Collected data

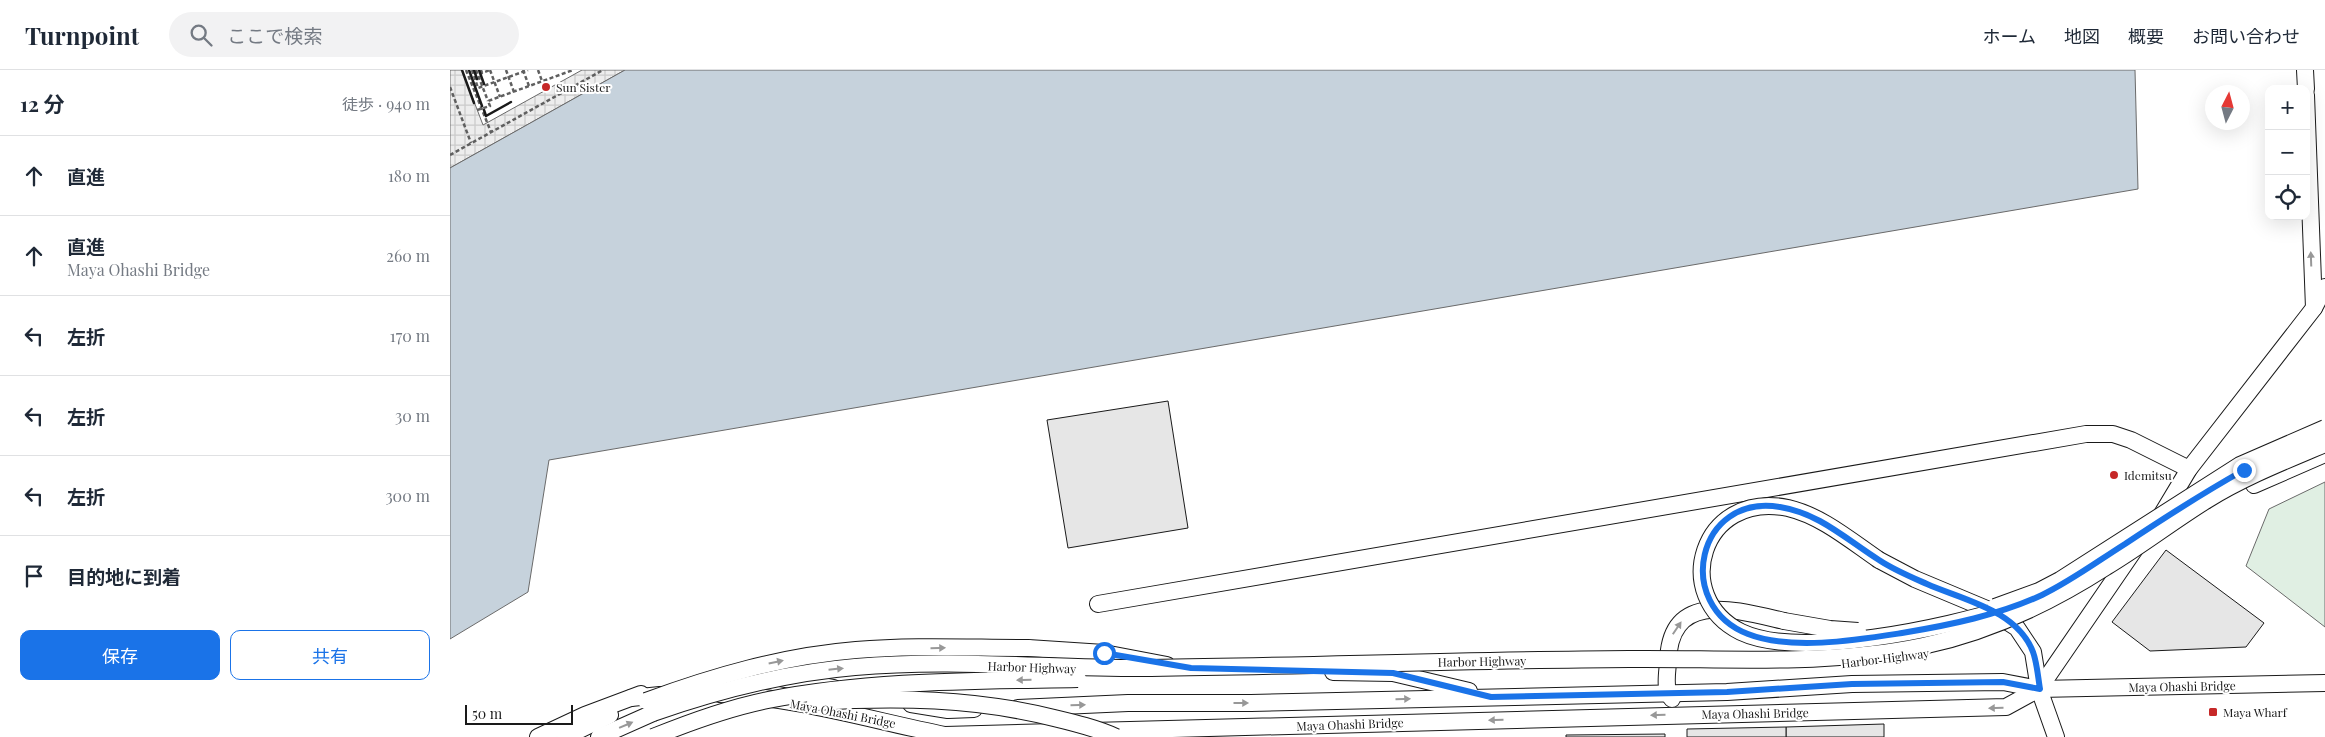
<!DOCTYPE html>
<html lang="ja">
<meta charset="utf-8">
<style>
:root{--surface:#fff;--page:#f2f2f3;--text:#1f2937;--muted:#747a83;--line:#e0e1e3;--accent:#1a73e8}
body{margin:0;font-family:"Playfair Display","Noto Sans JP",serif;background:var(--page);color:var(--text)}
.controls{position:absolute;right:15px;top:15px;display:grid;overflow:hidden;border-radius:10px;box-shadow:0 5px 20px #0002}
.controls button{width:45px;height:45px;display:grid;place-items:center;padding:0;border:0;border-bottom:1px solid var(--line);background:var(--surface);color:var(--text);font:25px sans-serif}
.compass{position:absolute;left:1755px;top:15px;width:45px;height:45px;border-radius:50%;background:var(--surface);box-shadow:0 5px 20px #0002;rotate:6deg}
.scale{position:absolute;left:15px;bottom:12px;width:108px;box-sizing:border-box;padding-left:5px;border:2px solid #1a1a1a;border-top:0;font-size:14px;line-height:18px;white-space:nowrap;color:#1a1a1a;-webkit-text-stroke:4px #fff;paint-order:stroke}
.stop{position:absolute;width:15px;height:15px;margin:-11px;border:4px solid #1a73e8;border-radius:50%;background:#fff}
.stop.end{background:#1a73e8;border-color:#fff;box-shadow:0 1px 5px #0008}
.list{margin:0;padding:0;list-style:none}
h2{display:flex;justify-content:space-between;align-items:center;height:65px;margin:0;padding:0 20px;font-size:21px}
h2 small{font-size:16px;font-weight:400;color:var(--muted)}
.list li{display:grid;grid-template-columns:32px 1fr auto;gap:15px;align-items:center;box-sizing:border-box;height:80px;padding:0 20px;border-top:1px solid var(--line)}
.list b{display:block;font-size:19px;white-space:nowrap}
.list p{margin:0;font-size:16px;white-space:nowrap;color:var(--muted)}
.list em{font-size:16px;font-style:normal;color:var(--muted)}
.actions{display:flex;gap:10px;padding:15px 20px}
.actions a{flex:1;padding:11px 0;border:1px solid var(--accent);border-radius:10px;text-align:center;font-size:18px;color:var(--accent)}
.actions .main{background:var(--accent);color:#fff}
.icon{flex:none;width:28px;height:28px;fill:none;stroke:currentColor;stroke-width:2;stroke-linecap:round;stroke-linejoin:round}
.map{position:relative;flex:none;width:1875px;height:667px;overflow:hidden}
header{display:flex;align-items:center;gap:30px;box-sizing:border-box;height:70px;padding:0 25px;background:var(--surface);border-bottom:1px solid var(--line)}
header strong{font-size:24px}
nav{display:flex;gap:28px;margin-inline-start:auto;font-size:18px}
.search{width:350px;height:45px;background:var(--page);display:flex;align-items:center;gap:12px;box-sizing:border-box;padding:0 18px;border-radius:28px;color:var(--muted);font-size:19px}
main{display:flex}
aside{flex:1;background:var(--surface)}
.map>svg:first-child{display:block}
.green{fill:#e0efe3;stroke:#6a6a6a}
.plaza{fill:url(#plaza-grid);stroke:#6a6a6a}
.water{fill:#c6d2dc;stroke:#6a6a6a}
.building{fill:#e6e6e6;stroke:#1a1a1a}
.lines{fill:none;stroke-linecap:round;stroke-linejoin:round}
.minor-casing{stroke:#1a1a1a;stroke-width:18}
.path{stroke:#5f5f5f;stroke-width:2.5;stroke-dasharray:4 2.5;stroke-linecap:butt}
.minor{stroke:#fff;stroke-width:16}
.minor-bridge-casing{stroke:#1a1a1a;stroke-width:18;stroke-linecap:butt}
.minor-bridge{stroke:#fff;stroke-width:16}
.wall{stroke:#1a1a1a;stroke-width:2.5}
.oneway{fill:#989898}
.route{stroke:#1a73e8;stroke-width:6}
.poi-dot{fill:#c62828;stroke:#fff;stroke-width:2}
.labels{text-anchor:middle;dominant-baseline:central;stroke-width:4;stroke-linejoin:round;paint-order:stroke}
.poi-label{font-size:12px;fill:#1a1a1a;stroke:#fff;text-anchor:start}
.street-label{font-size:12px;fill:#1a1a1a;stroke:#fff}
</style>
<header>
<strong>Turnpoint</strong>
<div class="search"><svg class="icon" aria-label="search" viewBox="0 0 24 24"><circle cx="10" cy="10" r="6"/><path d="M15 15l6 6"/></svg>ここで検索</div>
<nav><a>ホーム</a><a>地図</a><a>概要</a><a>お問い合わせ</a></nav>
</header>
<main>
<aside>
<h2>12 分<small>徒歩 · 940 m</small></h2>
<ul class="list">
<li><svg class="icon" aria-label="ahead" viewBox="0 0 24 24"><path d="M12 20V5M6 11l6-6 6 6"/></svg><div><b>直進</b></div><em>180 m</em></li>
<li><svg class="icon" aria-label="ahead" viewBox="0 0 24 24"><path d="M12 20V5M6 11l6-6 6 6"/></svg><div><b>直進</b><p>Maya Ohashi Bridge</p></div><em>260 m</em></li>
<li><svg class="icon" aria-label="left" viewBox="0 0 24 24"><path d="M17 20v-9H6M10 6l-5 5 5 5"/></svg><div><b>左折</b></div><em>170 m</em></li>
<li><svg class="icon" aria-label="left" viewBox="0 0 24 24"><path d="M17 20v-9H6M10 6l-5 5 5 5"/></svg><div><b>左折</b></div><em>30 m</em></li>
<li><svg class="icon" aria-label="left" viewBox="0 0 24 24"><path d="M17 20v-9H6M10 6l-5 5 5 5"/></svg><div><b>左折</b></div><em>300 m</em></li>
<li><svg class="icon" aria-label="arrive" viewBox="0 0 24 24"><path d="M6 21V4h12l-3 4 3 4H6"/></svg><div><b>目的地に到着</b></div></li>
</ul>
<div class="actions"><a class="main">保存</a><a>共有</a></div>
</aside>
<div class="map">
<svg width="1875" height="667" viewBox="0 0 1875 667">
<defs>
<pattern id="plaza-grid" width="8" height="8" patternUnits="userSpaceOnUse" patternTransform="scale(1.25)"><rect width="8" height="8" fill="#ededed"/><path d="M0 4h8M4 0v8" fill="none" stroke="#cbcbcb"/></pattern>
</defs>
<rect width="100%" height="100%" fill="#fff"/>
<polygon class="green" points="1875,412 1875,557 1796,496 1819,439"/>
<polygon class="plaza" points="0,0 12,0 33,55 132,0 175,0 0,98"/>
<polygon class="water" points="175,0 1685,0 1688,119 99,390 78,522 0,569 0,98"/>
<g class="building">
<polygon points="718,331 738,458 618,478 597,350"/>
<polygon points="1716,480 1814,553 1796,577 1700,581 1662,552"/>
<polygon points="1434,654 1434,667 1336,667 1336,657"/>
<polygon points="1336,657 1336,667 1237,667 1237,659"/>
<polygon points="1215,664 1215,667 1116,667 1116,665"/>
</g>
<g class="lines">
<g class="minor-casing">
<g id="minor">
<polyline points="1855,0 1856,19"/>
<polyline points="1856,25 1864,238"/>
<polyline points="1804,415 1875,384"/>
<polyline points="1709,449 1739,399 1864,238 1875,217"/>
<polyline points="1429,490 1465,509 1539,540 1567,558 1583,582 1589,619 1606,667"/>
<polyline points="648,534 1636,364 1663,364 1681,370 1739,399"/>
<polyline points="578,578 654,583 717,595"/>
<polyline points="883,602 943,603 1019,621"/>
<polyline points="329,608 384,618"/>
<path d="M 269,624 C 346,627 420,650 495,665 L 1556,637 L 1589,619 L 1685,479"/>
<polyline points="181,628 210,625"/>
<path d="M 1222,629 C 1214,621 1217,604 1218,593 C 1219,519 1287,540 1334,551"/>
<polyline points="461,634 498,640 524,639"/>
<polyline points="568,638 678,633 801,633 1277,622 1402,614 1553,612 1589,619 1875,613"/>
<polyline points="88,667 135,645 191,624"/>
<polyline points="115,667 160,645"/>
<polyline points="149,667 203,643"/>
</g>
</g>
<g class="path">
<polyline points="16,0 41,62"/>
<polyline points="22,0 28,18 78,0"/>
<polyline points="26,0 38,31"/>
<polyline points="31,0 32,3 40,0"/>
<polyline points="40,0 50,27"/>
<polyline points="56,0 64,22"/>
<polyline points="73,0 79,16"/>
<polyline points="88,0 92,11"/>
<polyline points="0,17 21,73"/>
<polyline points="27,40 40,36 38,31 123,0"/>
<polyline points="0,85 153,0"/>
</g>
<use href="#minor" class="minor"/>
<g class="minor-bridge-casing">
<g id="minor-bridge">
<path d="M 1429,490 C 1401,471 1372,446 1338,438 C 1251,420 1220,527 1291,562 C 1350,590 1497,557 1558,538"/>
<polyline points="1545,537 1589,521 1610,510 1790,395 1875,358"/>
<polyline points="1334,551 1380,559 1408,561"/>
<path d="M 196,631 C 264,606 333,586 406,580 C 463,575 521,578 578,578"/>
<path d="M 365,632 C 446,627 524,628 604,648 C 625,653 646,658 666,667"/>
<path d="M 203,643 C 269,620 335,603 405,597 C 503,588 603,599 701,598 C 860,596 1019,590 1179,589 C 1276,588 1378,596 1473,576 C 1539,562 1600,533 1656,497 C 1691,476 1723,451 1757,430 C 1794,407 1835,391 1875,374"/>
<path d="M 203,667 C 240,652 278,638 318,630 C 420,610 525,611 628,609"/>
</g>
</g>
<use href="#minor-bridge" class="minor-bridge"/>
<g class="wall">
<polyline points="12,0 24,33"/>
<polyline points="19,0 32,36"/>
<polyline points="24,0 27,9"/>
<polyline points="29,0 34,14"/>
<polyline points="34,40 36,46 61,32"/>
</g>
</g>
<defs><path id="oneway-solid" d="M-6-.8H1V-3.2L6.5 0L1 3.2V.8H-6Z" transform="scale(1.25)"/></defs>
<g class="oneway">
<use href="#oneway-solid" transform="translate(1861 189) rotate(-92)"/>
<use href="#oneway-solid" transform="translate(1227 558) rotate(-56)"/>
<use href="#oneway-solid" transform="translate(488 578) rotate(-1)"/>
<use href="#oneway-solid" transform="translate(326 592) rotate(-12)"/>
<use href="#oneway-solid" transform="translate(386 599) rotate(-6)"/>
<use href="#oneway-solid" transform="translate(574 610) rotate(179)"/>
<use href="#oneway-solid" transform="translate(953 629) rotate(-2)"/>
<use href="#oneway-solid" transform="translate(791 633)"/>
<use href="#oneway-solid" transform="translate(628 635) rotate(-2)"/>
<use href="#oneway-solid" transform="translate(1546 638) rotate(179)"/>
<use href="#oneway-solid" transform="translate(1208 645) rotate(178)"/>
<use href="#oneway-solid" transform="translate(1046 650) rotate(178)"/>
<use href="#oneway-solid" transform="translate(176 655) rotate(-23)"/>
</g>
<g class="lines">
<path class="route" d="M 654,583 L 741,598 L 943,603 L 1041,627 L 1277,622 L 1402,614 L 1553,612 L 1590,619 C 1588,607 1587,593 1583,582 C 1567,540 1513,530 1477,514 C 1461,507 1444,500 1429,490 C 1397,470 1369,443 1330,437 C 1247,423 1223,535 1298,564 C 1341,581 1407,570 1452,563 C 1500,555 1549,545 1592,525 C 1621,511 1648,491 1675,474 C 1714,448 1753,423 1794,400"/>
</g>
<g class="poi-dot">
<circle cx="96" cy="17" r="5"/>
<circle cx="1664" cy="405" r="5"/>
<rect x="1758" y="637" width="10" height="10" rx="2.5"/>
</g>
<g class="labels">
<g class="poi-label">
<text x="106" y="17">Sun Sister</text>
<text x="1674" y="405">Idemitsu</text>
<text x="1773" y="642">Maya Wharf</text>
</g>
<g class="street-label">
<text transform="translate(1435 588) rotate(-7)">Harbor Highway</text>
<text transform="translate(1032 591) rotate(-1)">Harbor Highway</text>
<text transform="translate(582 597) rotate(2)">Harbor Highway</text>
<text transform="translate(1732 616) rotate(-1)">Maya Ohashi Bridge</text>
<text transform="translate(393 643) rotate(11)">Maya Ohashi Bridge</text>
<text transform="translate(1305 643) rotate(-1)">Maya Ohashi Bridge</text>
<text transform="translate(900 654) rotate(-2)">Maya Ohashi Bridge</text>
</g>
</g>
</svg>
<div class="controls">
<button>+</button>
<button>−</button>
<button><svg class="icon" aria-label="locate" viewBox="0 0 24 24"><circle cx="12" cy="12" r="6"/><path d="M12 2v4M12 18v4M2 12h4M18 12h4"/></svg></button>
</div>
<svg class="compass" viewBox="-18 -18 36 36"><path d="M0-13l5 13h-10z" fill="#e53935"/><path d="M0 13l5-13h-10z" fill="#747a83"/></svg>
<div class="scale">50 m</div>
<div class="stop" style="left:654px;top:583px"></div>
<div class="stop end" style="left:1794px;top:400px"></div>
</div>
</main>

● **TASK DETAILS**
Out of the data above, return each line where the word "list" can be found.

● **WRITTEN ANSWER**
.list{margin:0;padding:0;list-style:none}
.list li{display:grid;grid-template-columns:32px 1fr auto;gap:15px;align-items:center;box-sizing:border-box;height:80px;padding:0 20px;border-top:1px solid var(--line)}
.list b{display:block;font-size:19px;white-space:nowrap}
.list p{margin:0;font-size:16px;white-space:nowrap;color:var(--muted)}
.list em{font-size:16px;font-style:normal;color:var(--muted)}
<ul class="list">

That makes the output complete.